America cannot ignore the plight of workers whose time has passed. Trump has exacerbated the problem by putting the blame on globalization and immigration, where it used to be, and not on automation, where it is now. You can almost layer a map of maximum oxycontin and fentanyl abuse on vast pockets of unemployed rust belt and resource extraction regions and see a match. Trump and his populist pledges cannot deliver what is long gone and not coming back.
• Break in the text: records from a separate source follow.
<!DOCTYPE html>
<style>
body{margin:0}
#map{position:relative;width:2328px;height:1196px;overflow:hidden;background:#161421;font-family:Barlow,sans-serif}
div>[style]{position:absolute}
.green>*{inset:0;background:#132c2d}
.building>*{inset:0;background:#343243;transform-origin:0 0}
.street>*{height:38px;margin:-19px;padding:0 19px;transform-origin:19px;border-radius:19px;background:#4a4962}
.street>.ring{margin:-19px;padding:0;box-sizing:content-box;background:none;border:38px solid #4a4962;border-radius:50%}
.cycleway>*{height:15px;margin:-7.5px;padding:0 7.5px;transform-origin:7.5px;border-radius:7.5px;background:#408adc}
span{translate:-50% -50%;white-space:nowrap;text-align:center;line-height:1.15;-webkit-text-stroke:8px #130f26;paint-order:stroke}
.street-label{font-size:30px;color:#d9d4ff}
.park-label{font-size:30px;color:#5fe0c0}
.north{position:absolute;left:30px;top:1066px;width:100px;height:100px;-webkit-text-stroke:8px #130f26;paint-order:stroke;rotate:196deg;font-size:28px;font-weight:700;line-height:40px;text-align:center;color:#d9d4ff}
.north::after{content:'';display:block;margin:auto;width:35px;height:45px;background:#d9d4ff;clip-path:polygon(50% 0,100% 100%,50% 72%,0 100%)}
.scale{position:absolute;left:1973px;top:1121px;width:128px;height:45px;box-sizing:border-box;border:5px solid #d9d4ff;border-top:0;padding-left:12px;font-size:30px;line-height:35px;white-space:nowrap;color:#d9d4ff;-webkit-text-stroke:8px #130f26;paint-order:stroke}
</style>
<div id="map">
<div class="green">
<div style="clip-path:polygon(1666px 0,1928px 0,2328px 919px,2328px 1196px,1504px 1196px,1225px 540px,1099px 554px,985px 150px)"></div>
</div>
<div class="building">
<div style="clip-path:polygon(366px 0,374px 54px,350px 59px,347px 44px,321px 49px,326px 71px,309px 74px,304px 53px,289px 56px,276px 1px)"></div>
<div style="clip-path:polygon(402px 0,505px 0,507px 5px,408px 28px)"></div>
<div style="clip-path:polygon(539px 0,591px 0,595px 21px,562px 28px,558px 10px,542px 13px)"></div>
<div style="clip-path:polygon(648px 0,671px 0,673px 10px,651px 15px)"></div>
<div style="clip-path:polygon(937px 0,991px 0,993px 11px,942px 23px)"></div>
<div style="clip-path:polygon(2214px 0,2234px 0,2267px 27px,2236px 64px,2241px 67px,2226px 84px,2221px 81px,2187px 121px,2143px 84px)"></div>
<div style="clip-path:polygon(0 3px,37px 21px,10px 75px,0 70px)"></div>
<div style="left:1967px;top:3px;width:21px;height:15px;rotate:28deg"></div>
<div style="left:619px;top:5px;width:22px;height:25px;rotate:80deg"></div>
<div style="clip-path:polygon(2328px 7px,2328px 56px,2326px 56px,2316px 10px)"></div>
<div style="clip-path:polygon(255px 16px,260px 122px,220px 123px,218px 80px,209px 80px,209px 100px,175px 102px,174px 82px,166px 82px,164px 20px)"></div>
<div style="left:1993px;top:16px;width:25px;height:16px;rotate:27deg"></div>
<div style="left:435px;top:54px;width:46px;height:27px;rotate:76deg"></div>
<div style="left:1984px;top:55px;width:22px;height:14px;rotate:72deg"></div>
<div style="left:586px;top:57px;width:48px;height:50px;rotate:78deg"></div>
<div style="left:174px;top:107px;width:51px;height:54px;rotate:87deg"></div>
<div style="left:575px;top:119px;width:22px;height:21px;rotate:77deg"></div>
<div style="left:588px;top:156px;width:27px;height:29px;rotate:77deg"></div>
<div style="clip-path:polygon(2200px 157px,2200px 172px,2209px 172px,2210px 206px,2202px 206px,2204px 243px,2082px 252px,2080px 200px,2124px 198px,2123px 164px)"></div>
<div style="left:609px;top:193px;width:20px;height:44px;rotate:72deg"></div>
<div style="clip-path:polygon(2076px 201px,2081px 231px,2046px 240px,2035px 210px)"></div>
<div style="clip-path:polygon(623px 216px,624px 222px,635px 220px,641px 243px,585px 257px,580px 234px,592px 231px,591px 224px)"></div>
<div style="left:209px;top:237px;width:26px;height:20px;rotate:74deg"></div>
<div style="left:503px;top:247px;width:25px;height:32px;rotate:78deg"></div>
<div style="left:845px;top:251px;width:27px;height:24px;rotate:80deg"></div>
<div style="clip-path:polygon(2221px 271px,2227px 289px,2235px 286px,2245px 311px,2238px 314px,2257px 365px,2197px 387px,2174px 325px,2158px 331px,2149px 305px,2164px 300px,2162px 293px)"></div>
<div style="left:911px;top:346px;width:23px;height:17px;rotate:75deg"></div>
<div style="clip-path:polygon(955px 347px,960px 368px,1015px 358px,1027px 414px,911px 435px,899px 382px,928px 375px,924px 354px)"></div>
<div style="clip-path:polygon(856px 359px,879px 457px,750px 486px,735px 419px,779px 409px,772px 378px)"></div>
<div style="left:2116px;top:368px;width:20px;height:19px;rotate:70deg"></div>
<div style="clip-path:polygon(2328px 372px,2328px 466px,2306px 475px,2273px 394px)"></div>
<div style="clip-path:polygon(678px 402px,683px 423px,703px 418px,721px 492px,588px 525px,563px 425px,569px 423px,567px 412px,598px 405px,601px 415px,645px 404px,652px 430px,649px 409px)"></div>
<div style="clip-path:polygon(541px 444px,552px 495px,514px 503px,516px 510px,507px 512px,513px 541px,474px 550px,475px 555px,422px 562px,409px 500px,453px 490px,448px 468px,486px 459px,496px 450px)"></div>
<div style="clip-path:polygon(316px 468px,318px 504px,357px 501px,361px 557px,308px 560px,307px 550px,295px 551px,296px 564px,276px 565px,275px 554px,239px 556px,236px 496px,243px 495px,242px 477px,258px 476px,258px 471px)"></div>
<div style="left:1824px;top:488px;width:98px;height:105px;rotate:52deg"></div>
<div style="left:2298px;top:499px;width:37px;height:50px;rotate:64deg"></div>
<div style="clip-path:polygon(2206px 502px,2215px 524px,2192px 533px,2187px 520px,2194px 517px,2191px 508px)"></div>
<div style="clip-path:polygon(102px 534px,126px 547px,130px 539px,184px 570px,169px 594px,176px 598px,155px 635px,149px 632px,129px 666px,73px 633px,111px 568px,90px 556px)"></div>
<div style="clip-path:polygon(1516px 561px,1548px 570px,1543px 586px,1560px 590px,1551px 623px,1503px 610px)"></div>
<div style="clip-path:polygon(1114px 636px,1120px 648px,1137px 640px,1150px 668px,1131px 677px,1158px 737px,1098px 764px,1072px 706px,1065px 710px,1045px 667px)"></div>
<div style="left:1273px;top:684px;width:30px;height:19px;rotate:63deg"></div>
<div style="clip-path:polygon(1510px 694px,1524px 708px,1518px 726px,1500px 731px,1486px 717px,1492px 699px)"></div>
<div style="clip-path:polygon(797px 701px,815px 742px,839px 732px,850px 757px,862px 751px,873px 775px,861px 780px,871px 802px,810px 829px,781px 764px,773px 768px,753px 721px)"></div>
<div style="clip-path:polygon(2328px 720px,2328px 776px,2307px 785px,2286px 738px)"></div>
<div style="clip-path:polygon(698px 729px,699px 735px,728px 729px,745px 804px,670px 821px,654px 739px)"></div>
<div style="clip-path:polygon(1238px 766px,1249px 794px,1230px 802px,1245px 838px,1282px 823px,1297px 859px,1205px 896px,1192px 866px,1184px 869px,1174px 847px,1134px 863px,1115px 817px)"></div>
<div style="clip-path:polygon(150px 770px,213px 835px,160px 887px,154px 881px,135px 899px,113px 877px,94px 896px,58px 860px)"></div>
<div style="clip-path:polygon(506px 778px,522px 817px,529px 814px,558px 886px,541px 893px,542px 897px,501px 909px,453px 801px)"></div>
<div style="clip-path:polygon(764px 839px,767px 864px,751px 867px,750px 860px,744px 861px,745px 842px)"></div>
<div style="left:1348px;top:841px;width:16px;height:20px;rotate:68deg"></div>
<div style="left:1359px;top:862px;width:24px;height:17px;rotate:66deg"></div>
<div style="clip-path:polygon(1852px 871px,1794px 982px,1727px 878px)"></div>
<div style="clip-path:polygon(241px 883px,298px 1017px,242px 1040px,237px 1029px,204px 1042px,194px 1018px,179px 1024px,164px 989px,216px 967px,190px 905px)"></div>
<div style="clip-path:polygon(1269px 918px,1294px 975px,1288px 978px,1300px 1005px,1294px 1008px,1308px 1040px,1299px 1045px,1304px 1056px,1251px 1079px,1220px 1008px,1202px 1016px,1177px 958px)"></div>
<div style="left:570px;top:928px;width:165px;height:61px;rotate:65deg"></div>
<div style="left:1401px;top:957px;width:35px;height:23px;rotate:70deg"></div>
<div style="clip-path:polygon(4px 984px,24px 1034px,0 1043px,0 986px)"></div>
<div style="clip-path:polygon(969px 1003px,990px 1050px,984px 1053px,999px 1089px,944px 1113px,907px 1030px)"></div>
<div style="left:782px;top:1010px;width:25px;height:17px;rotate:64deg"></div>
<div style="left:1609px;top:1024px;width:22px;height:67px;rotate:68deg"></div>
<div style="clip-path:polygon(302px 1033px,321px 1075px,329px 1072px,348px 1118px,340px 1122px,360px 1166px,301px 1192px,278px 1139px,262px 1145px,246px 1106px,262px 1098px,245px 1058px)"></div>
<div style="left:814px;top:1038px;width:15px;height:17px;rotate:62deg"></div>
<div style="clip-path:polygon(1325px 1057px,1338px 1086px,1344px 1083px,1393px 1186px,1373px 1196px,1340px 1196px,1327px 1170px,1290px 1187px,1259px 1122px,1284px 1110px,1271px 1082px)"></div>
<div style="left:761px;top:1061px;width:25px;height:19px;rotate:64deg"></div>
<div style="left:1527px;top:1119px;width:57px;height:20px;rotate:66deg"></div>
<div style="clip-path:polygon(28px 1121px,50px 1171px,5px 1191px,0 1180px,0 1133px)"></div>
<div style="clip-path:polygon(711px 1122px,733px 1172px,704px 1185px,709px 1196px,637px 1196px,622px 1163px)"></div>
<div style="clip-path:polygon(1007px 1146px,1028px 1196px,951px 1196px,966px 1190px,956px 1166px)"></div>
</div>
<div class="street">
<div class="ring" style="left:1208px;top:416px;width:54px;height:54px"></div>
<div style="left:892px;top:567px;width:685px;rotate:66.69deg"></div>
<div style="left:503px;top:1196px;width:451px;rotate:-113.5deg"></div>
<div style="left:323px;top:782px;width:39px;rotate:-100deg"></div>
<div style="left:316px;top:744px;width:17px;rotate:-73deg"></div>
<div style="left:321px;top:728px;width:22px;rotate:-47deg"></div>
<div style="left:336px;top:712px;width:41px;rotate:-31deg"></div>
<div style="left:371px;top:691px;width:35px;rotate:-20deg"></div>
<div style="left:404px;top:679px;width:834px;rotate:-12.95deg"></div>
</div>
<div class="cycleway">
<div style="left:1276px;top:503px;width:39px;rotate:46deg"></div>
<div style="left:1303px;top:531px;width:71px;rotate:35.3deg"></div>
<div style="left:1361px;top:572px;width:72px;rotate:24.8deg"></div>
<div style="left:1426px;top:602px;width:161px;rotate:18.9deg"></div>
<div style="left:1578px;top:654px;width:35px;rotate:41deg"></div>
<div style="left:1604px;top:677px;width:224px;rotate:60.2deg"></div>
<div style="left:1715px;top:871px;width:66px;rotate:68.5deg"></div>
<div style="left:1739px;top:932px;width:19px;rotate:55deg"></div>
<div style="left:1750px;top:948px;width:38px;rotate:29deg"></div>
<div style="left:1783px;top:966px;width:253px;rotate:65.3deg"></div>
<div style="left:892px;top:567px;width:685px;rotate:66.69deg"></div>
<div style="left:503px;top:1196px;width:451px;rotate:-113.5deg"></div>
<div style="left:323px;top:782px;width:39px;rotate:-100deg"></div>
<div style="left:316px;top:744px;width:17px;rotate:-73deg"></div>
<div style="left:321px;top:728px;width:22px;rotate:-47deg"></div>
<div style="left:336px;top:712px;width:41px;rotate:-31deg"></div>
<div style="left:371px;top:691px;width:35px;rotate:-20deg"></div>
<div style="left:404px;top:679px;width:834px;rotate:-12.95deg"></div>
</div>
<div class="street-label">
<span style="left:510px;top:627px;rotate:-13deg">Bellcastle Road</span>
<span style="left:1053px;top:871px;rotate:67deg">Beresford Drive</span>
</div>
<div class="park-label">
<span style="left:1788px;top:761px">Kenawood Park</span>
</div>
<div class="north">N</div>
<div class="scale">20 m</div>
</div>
His trade wars might create a few, very few, old jobs, but the cost to jobs for the rest of us could become catastrophic.
Economic support. Retraining. Rethinking. New jobs created by the government itself or incented with a government push in healthcare, infrastructure, research, environmental technology and education are needed right now. Not tax cuts for the rich with virtually no benefits for the rest of us. Jobs to rebuild and grow America and reengage those otherwise left behind.
I’m Peter Dekom, and that doesn’t mean that in the meantime the rest of the nation shouldn’t care, because if we do not take care of our own… and soon… we will all enjoy the great unraveling of the United States as a viable nation… together.